The 1.8-liter returns 25 mpg in the city and 36 mpg on the highway when bolted to a five-speed manual transmission. Selecting the automatic gearbox lowers freeway mileage to 35.

All-wheel drive is available at an extra cost regardless of which transmission is chosen.

Trim Level Breakdown

The Golf SportWagen is offered in three trim levels: 1.8T S, 1.8T SE, and 1.8T SEL.

The entry-level S model comes standard with a five-speed manual transmission, 15-inch alloy wheels, a hill-start assist function, body-colored door mirrors that are both power-adjustable and heated, a center arm rest for the front passengers, leatherette upholstery, cruise control, a leather-wrapped multi-function steering wheel, manual A/C, one-touch power windows all around, Bluetooth technology, a rear-view camera, and a touch screen-based infotainment system.

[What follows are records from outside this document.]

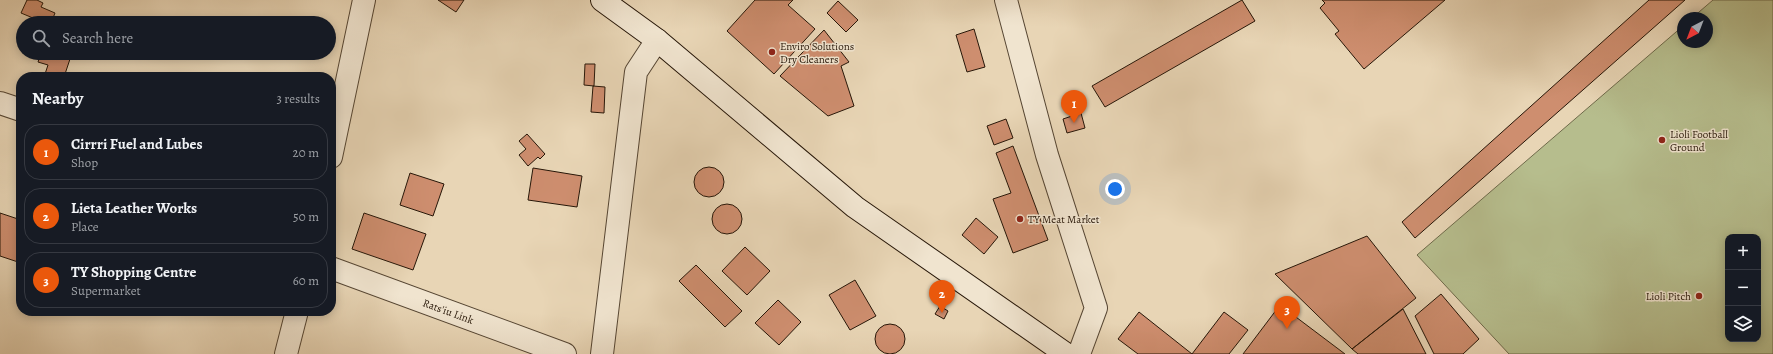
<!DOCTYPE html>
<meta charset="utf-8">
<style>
body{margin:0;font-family:Alegreya,serif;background:#242831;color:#f1f3f6}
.controls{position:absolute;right:12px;bottom:12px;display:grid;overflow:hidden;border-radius:8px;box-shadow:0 2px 10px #0003}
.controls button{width:36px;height:36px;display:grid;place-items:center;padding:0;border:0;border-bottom:1px solid #363941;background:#171b24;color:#f1f3f6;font:20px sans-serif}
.compass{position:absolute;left:1677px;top:12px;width:36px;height:36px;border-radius:50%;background:#171b24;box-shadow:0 2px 10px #0003;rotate:222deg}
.you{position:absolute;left:1115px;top:189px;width:14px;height:14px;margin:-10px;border:3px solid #fff;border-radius:50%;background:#1a73e8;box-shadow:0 0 0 6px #1a73e833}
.badge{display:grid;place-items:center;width:26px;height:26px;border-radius:50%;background:#ea580c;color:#fff;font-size:13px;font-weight:700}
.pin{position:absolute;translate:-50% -33px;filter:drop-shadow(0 1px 2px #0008)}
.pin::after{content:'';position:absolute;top:21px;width:14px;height:12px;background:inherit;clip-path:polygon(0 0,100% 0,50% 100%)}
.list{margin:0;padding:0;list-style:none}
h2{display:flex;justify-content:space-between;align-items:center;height:52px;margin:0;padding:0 16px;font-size:17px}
h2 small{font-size:13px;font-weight:400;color:#9ea1a6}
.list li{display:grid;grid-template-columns:26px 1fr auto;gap:12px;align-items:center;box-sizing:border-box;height:56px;margin:0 8px 8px;padding:0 8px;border:1px solid #363941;border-radius:16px}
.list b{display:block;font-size:15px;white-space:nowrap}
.list p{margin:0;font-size:13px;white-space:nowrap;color:#9ea1a6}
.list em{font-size:13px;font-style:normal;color:#9ea1a6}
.icon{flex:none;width:22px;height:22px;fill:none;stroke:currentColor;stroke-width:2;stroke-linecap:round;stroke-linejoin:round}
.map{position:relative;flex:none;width:1773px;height:354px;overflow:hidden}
.search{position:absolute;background:#171b24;box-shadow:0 2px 10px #0003;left:16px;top:16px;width:320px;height:44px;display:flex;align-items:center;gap:10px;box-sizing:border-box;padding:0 14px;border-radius:22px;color:#9ea1a6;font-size:15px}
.panel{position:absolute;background:#171b24;box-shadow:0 2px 10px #0003;left:16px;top:72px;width:320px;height:244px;border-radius:16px}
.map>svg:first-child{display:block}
.green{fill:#b6bd8d;stroke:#6e6a4a;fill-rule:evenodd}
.building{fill:#ce8e6f;stroke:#261608}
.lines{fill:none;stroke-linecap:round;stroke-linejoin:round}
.street-casing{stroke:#564633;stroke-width:24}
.secondary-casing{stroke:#261608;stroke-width:24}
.street{stroke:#f0e4cf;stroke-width:22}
.secondary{stroke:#f0e4cf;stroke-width:22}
.poi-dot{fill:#8f2418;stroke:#f0e4cf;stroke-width:1.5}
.labels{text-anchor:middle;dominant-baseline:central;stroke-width:3;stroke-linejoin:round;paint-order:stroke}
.poi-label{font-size:11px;fill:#261608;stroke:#f0e4cf;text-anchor:start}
.street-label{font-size:11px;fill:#261608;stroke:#f0e4cf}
</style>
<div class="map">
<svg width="1773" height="354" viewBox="0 0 1773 354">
<rect width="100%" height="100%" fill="#e8d5b5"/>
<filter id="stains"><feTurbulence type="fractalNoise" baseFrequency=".005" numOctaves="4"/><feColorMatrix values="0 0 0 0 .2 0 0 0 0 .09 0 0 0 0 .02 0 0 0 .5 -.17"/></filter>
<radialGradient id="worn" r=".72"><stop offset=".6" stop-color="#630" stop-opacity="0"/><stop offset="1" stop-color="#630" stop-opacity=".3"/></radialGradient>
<!-- green -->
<path class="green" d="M1713,0H1773V354H1509L1417,255L1683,26V42H1707V18H1692ZM1728,237H1758V339H1728Z"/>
<!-- building -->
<path class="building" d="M27,0H37L43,3L41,7L55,13L51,23H45L21,13Z
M438,0H464L456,12Z
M755,0H793L788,5L815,29L774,74L727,31Z
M1242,0L1255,21L1105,107L1092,86Z
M1322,0H1445L1364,69L1335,34L1339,31L1320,8L1325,3Z
M1649,0H1685L1415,238L1402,222Z
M838,1L858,20L846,32L827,13Z
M974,29L985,67L967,72L956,35Z
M824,30L849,62L841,66L854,106L828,116L780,76Z
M41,53H72L64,77H44L48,65L38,62Z
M585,64H595L594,86L584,85Z
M593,86L605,87L604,113L591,112Z
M1081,113L1085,128L1067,133L1063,119Z
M1006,119L1013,138L994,145L987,126Z
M527,134L545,154L540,159L538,157L528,166L519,155L526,149L519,141Z
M1013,146L1048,240L1013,253L993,199L1011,193L996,153Z
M694 182a15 15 0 1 1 30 0a15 15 0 1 1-30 0Z
M533,168L582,176L577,207L528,200Z
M410,173L444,184L433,216L400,205Z
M712 219a15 15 0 1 1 30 0a15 15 0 1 1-30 0Z
M0,213L21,220V258H19L18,262L0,256Z
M364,213L426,234L413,270L352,249Z
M976,218L998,237L984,254L962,235Z
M1367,236L1416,298L1352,349L1275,274Z
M745,247L770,271L747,295L722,271Z
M696,265L742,311L725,327L679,281Z
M855,280L876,316L850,330L829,295Z
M1441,294L1479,339L1463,354H1434L1415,316Z
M778,300L801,322L779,345L755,323Z
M1280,305L1345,354H1243Z
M940,306L948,311L944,319L935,314Z
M1403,309L1426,354H1358L1352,349Z
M1139,312L1192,354L1224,312L1248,330L1229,354H1138L1118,339Z
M875 339a15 15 0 1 1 30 0a15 15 0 1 1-30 0Z"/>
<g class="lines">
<!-- street casing -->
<g class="street-casing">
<g id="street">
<path d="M1006,0L1047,155L1096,308L1079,354"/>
<path d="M0,103L21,110"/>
<path d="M331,157L364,0"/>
<path id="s1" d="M331,268L565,354"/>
<path d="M286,354L297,311"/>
<path d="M602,354L636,72L657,40"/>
</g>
</g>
<!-- secondary casing -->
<g class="secondary-casing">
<path id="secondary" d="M602,0L657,40L855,207L1066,354"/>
</g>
<!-- street -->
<use href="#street" class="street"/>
<!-- secondary -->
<use href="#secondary" class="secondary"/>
</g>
<!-- markers -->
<g class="poi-dot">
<circle cx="772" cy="52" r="4"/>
<circle cx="1662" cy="140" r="4"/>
<circle cx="1020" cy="219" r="4"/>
<circle cx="1699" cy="296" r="4"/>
</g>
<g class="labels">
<!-- poi labels -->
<g class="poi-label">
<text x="780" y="46">Enviro Solutions<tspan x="780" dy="13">Dry Cleaners</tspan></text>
<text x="1670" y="134">Lioli Football<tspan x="1670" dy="13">Ground</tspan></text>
<text x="1028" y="219">TY Meat Market</text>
<text x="1691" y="296" text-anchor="end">Lioli Pitch</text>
</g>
<!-- street labels -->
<g class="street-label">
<text stroke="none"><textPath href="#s1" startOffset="125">Rats'iu Link</textPath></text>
</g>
</g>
<rect width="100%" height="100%" filter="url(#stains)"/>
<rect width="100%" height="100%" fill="url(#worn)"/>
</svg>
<div class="controls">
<button>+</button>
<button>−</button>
<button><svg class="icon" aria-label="layers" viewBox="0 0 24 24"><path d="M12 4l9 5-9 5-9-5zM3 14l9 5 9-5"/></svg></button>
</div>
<svg class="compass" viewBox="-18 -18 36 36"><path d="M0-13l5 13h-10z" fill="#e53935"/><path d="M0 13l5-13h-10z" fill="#9ea1a6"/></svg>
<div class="you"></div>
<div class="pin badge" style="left:1074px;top:123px">1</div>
<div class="pin badge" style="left:942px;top:313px">2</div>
<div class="pin badge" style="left:1287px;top:329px">3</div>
<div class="search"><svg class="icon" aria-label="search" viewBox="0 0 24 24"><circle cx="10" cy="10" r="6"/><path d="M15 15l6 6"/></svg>Search here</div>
<section class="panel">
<h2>Nearby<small>3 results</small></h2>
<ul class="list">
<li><span class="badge">1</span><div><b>Cirrri Fuel and Lubes</b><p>Shop</p></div><em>20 m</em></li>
<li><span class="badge">2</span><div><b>Lieta Leather Works</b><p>Place</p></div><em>50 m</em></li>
<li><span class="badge">3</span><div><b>TY Shopping Centre</b><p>Supermarket</p></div><em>60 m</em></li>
</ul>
</section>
</div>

Stepping up to the SE adds a six-speed automatic transmission, 17-inch alloy wheels, chrome trim on the front fascia, rain-sensing automatic wipers, heated washer nozzles, automatic headlights, front fog lights, a power panoramic tilt and slide sunroof, LED map lights, heated front seats, keyless entry with push-button start, and a Fender Premium Audio System.

Finally, the range-topping SEL model adds 18-inch alloy wheels, silver roof rails, navigation, automatic A/C, ambient lighting and sport comfort seats. It also features forward collision warning, autonomous emergency braking, adaptive cruise control, and a blind spot monitoring system with rear cross traffic alert.

SEL models can be ordered with the optional Driver Assistance Package which adds a long list of safety and convenience features such as park assist, a lane departure warning system, and bi-xenon headlights with LED daytime running lights.

The Driver Assistance Package adds the SEL's tech features when it's ordered with the S or the SE trim.

Occupant Safety

The Golf Sportwagen comes with front, side and side curtain airbags, electronic stability control system and Volkswagen's Automatic Post-Collision Braking system.

Key Competitors

The wagon segment has been steadily declining in the United States over the past few years but it's not dead yet. The SportWagen can be cross-shopped against the Subaru Outback and the smaller Subaru XV Crosstrek.